Question Medium-sized NVMe array setup suggestions?

_Rick_

Diamond Member
Apr 20, 2012
3,965
71
91
I'm taking the next step with my storage setup, and will in the near future buy 8 M.2 SSDs - DRAM-less 2TB drives, ideally MLC, but potentially even QLC. Trying to get the best deal, and I can wait a while.

My intended use case is in my home NAS, to host home directories across my other machines - and potentially be able to free up the SSDs installed there mostly for steam libraries. I do expect the steam client to not enjoy having to share the directory, so we will see about that.
Also will likely host some game servers, own-cloud-style services and such - hoping to run either single node k8s or just plain docker/compose, and avoiding VMs.
Got 16 Zen4c and 128 GB of RAM on the machine, but no plans to run 100-concurrent-users-databases on the array - instead it will mostly be media. Worst case will be stuff like Windows AppData.
OS is Gentoo, I've neen running btrfs without major issue for a while (although i got annoyed with it refusing to mount when degraded, unless you specify it, which broke booting off of a single disk.
I heard good, bad and ugly about ZFS - since I am not chasing IOPS significantly, I doubt it will matter.
Will have a local spinning rust backup, so if the worst happens, I should be able to recover most of it.

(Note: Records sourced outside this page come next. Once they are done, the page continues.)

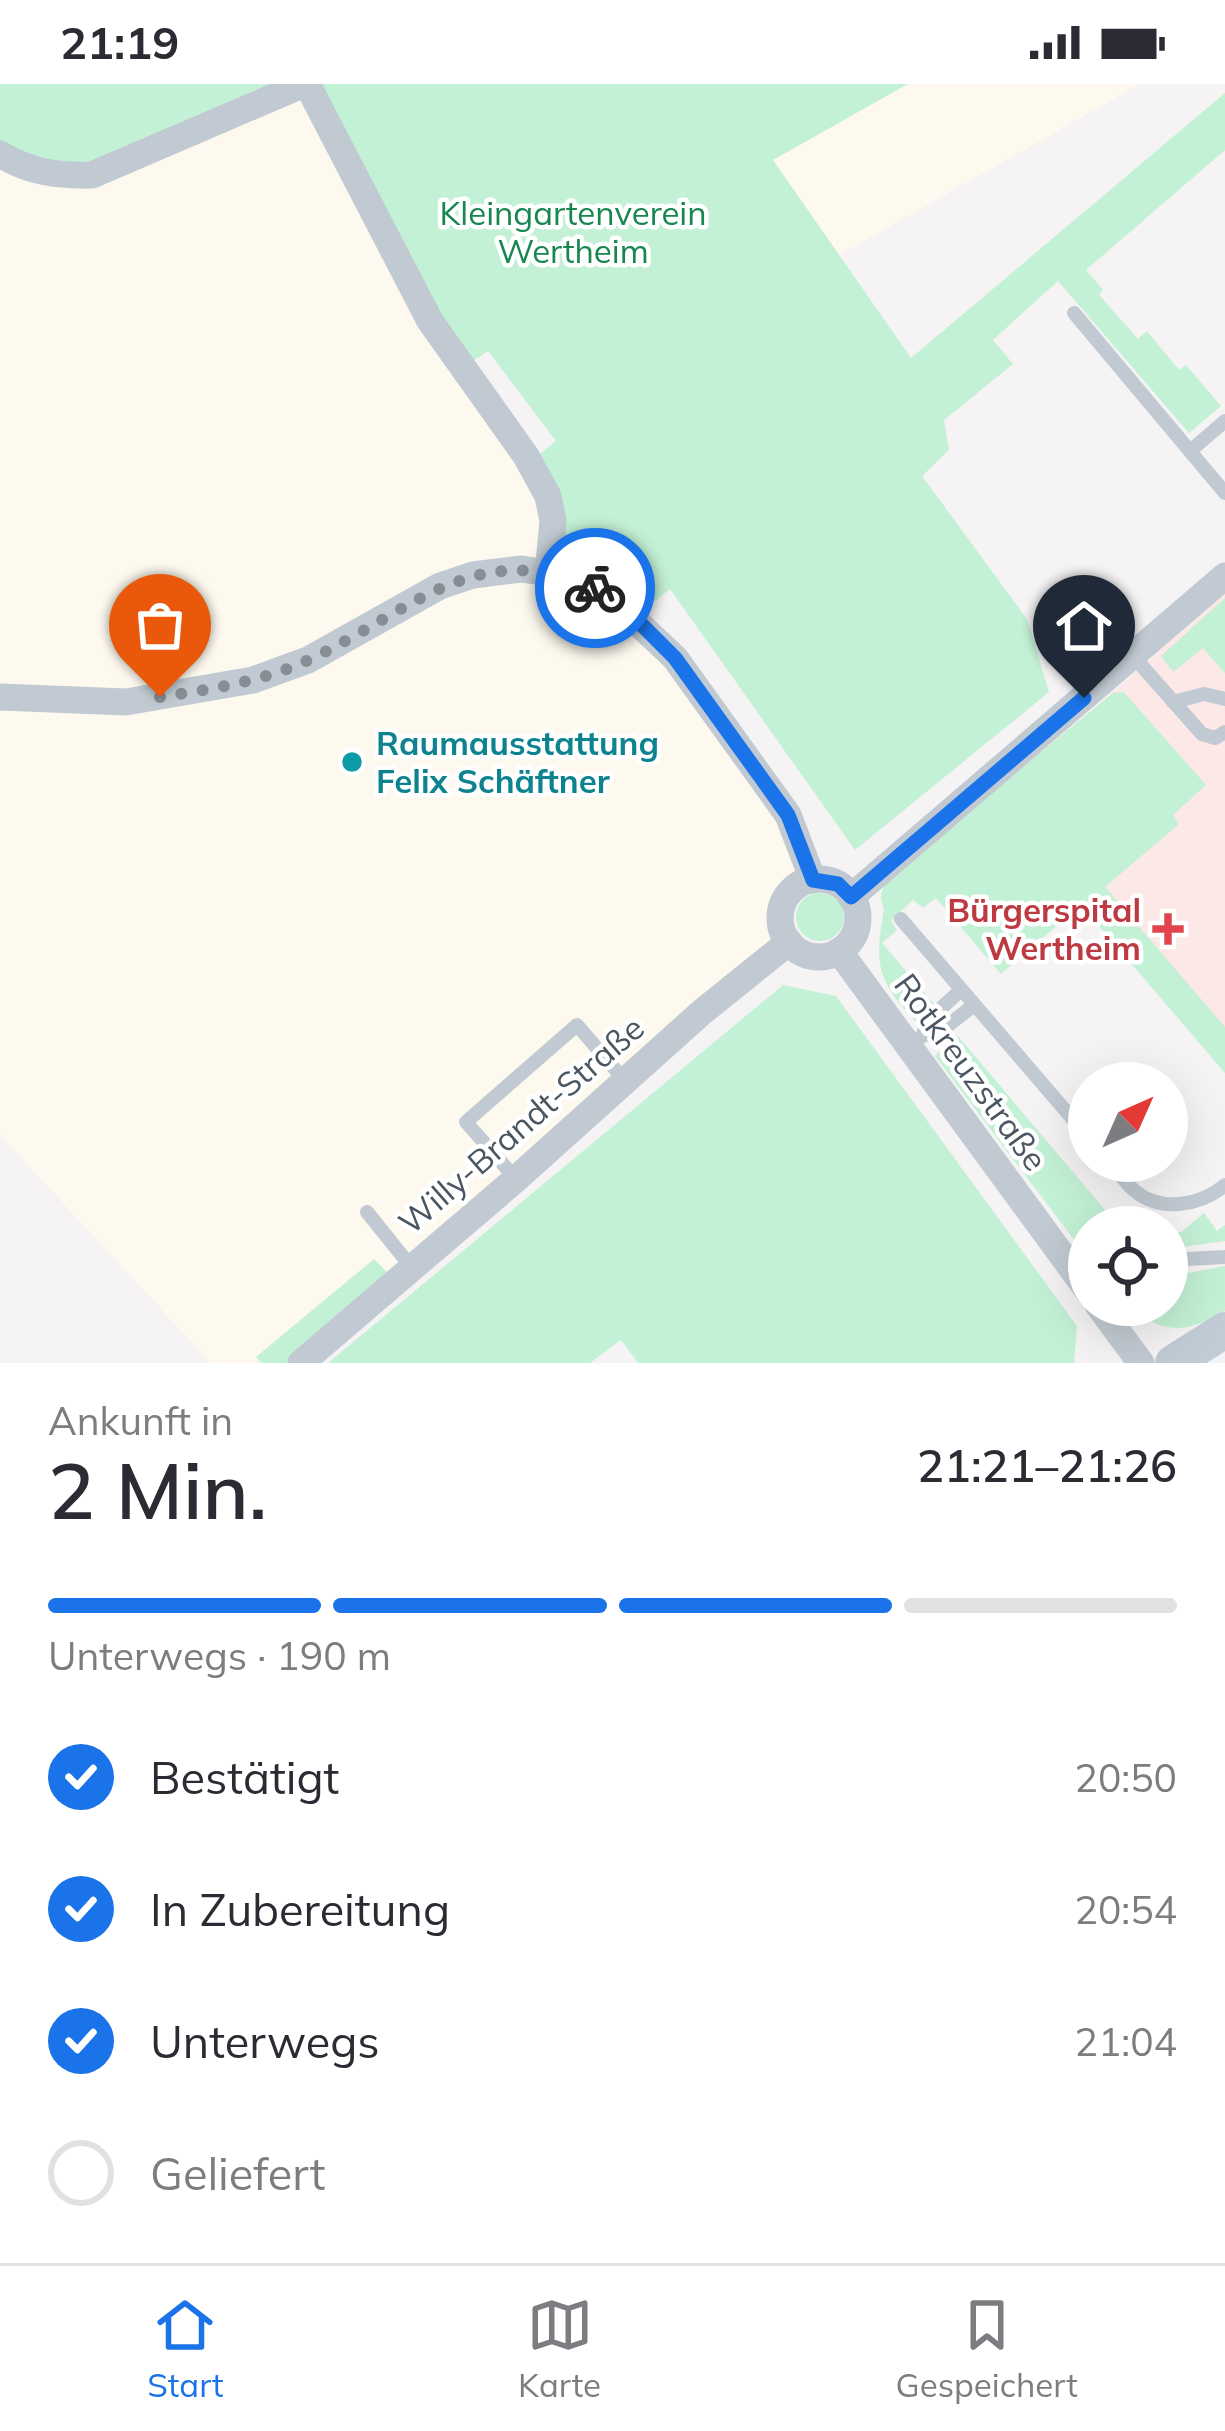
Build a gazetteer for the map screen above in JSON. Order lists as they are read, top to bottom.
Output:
{
  "streets": {
    "street": ["Rotkreuzstraße", "Willy-Brandt-Straße"]
  },
  "crossings": [
    ["Rotkreuzstraße", "Willy-Brandt-Straße"]
  ],
  "parks": ["Kleingartenverein Wertheim"],
  "places": {
    "other": ["Raumausstattung Felix Schäftner"],
    "health": ["Bürgerspital Wertheim"]
  },
  "north": "top right",
  "page": {
    "status": "21:19",
    "heading": ["2 Min.", "Ankunft in", "21:21–21:26"],
    "bar": "Unterwegs · 190 m",
    "list": [
      ["Bestätigt", "20:50"],
      ["In Zubereitung", "20:54"],
      ["Unterwegs", "21:04"],
      "Geliefert"
    ],
    "tabs": ["Start", "Karte", "Gespeichert"]
  }
}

Bonus points, if I can get snapshots of the volumes.

Main considerations:
Don't eat my data please - and allow me something like RAID5/6 so I don't need to throw half the capacity away for RAID 1/10.
Don't eat the SSDs: write amplification of SSDs should not be multiplied significantly. It's bad enough as it is, on these cheap drives.
Make drive swaps easy: The disks will be mounted in an externally accessible bay, and I am looking into NVMe somewhat-hot swapping them, if they break - if the setup then makes me faff around with more than two lines of shell, I'll be annoyed.
Don't get slower than HDDs - regardless of what I am doing. I know that SSDs will already degrade horrendously once you eat through their cache - I need a storage setup where that condition remains the worst case.
Support TRIM - which probably throws out classic SW-RAID, as it gets much harder to track which blocks are used, if the FS needs to pass the information through.

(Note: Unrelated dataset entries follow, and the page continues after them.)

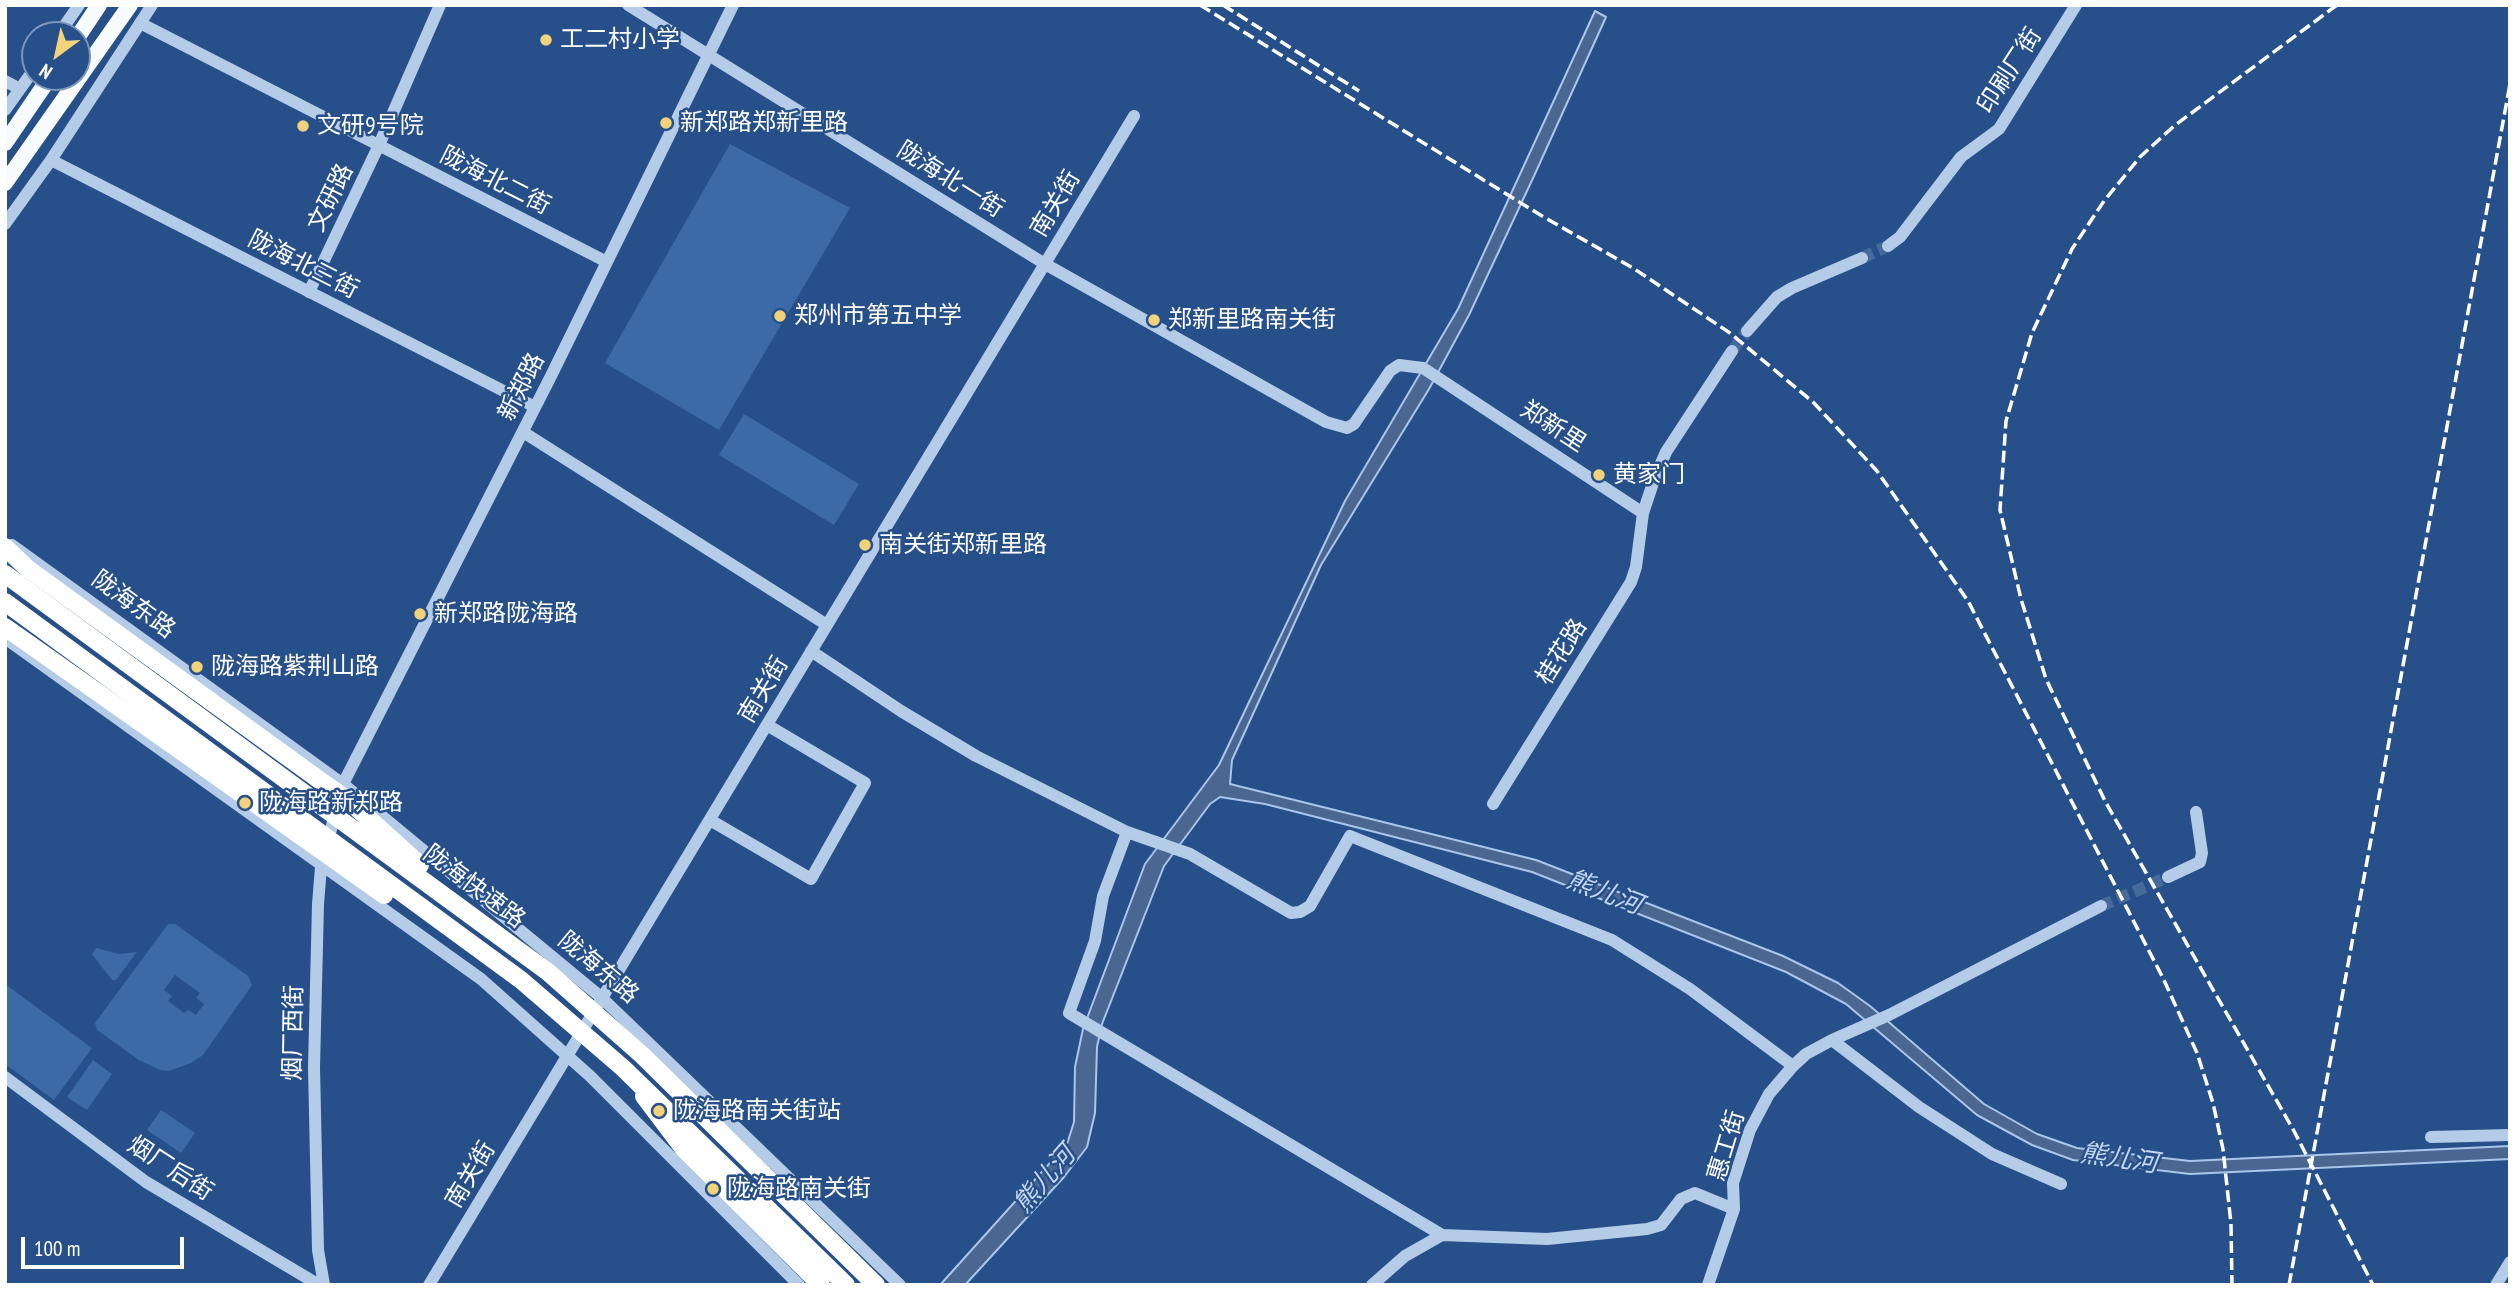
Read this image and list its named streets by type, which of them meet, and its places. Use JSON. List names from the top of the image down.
{
  "streets": {
    "highway": ["陇海快速路"],
    "street": [
      "印刷厂街",
      "陇海北一街",
      "陇海北二街",
      "文研路",
      "南关街",
      "陇海北三街",
      "新郑路",
      "郑新里",
      "陇海东路",
      "桂花路",
      "烟厂西街",
      "惠工街",
      "烟厂后街"
    ]
  },
  "crossings": [
    ["陇海北一街", "南关街"],
    ["陇海北一街", "新郑路"],
    ["陇海北一街", "郑新里"],
    ["陇海北二街", "文研路"],
    ["陇海北二街", "新郑路"],
    ["文研路", "陇海北三街"],
    ["南关街", "陇海东路"],
    ["陇海北三街", "新郑路"],
    ["新郑路", "陇海东路"],
    ["新郑路", "烟厂西街"],
    ["郑新里", "桂花路"],
    ["陇海东路", "烟厂西街"]
  ],
  "water": ["熊儿河"],
  "places": [
    "工二村小学",
    "新郑路郑新里路",
    "文研9号院",
    "郑州市第五中学",
    "郑新里路南关街",
    "黄家门",
    "南关街郑新里路",
    "新郑路陇海路",
    "陇海路紫荆山路",
    "陇海路新郑路",
    "陇海路南关街站",
    "陇海路南关街"
  ],
  "scale_bar": "100 m",
  "north": "bottom left"
}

My current default would be BTRFS with "RAID 1", so that all files are replicated exactly once, without any kind of parity overhead - and maybe I'll create a throw-away volume without replication, for scratch data, if needed.
If you have any additional input, on read-heavy "low-cost" NVMe arrays (the disks only cost as much as it costs to get them wired and installed...)

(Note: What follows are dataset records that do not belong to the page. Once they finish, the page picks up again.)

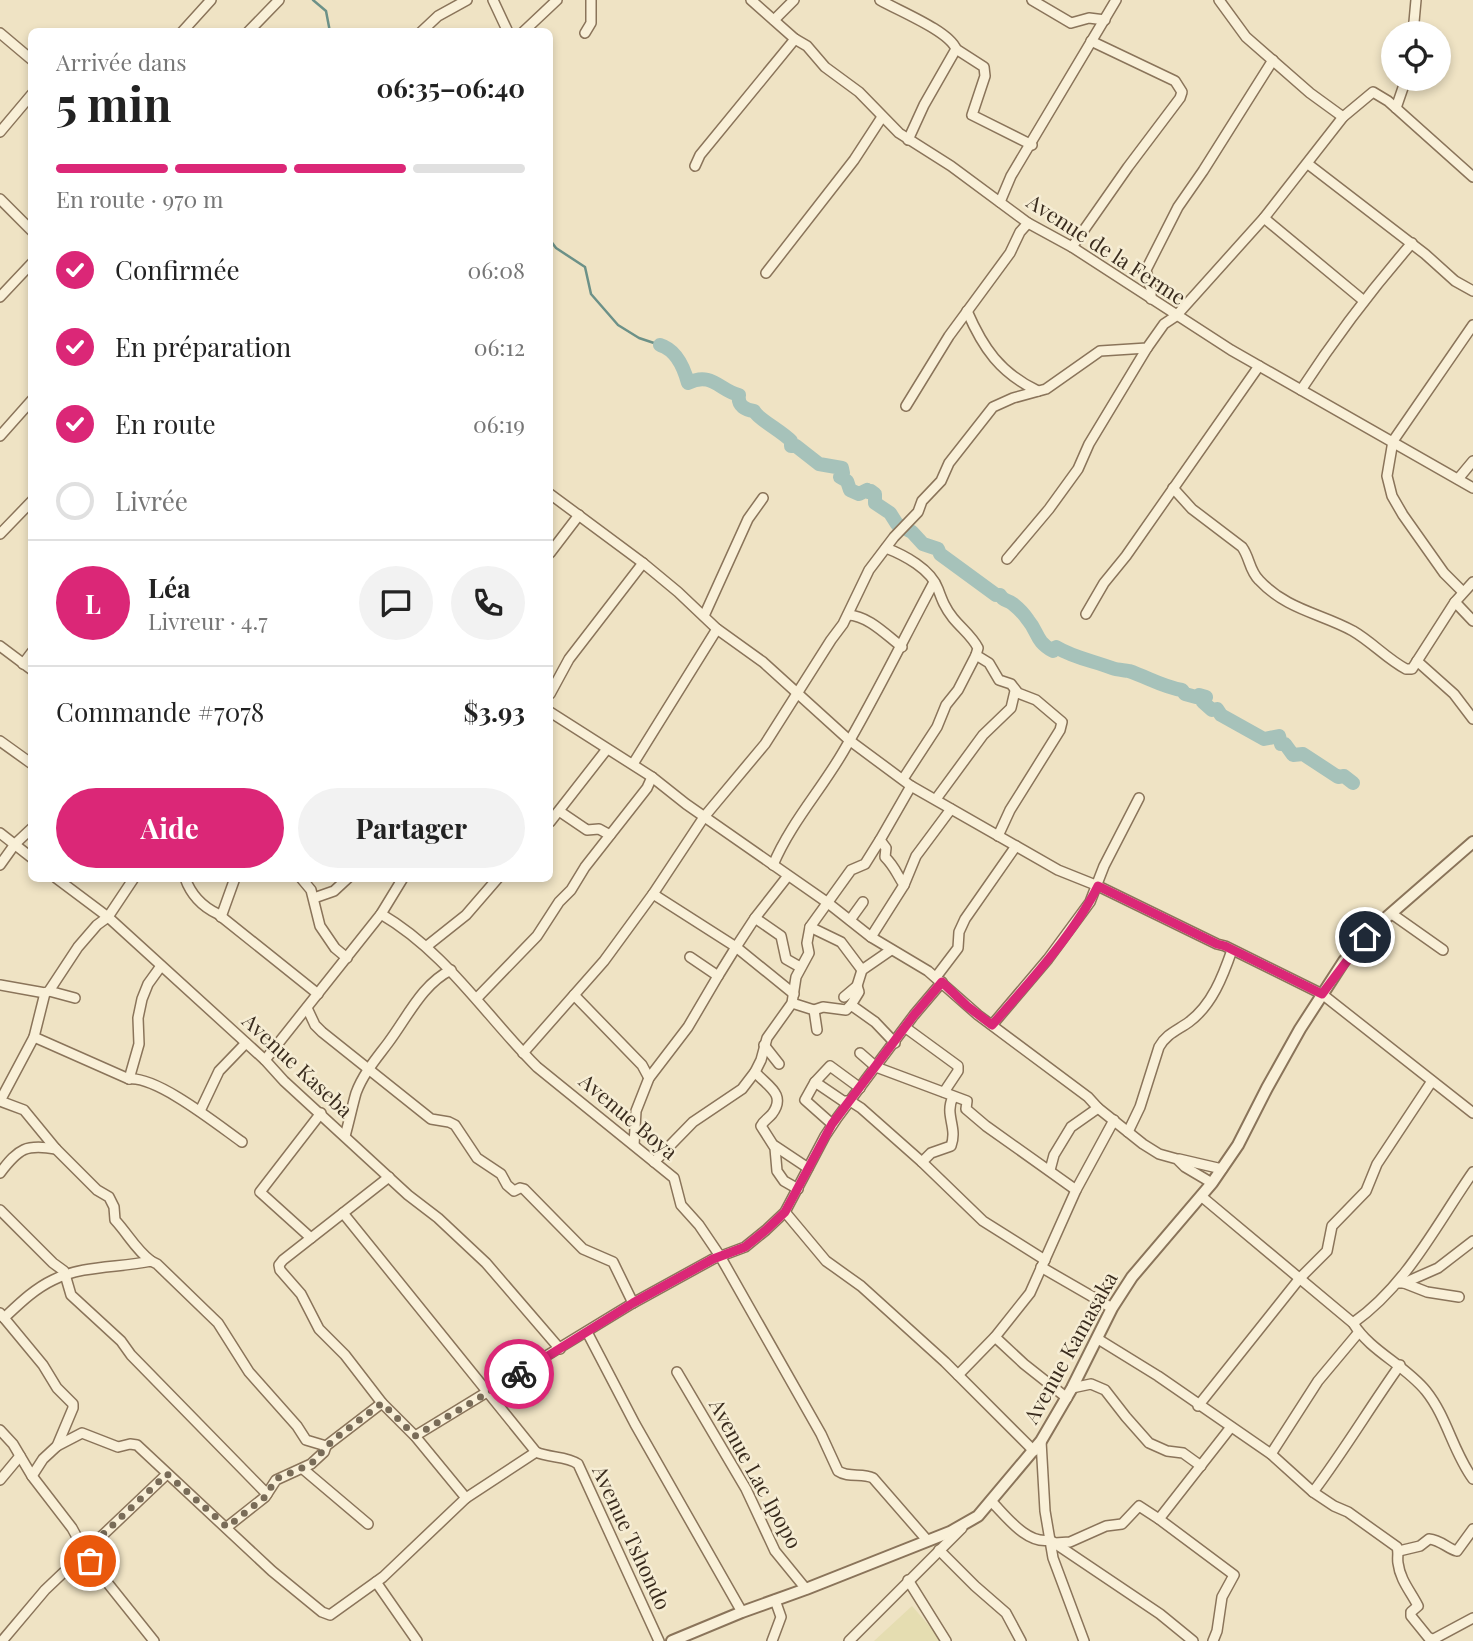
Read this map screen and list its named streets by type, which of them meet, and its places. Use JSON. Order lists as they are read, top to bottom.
{
  "streets": {
    "street": [
      "Avenue de la Ferme",
      "Avenue Kaseba",
      "Avenue Boya",
      "Avenue Kamasaka",
      "Avenue Lac Ipopo",
      "Avenue Tshondo"
    ]
  },
  "crossings": [
    ["Avenue Boya", "Avenue Kamasaka"],
    ["Avenue Kamasaka", "Avenue Lac Ipopo"]
  ],
  "page": {
    "heading": ["5 min", "Arrivée dans", "06:35–06:40"],
    "panel": [
      "Léa",
      "Livreur · 4.7",
      "Commande #7078",
      "$3.93"
    ],
    "bar": "En route · 970 m",
    "list": [
      ["Confirmée", "06:08"],
      ["En préparation", "06:12"],
      ["En route", "06:19"],
      "Livrée"
    ],
    "round": "L",
    "buttons": ["Aide", "Partager"]
  }
}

Why am I doing it? It's pretty cool, and I had too many HDDs die on me lately. And disk spin-ups need to go back into the 2000s :D
 

sdifox

No Lifer
Sep 30, 2005
99,547
17,618
126
Umm how are you going to hook up 16 nvme? If you are sharing pcie through bifurcation, you may as well go with SATA SSD. Media content doesn't need high throughout.
 

_Rick_

Diamond Member
Apr 20, 2012
3,965
71
91
Umm how are you going to hook up 16 nvme? If you are sharing pcie through bifurcation, you may as well go with SATA SSD. Media content doesn't need high throughout.
I built a machine around that:
Lot's of PCIe is fairly easy to get, once you're off the gimped gamer platforms, I'm looking at PCIe v4 SSDs mostly,
both for power/heat reasons with that enclosure, and to have a chance in hell, to get them wired up.
Going to bifurcate one 16x PCIe and two 8i MCIOs into 8 4-lane connections.
Should still be 10x faster than SATA, and SATA SSDs actually aren't that much cheaper these days.
 

Shmee

Memory & Storage, Graphics Cards Mod Elite Member
Super Moderator
Sep 13, 2008
8,161
3,099
146
Have you considered buying pulled u.2/u.3 enterprise SSDs? Or do they have to be m.2?
 

sdifox

No Lifer
Sep 30, 2005
99,547
17,618
126
I built a machine around that:
Lot's of PCIe is fairly easy to get, once you're off the gimped gamer platforms, I'm looking at PCIe v4 SSDs mostly,
both for power/heat reasons with that enclosure, and to have a chance in hell, to get them wired up.
Going to bifurcate one 16x PCIe and two 8i MCIOs into 8 4-lane connections.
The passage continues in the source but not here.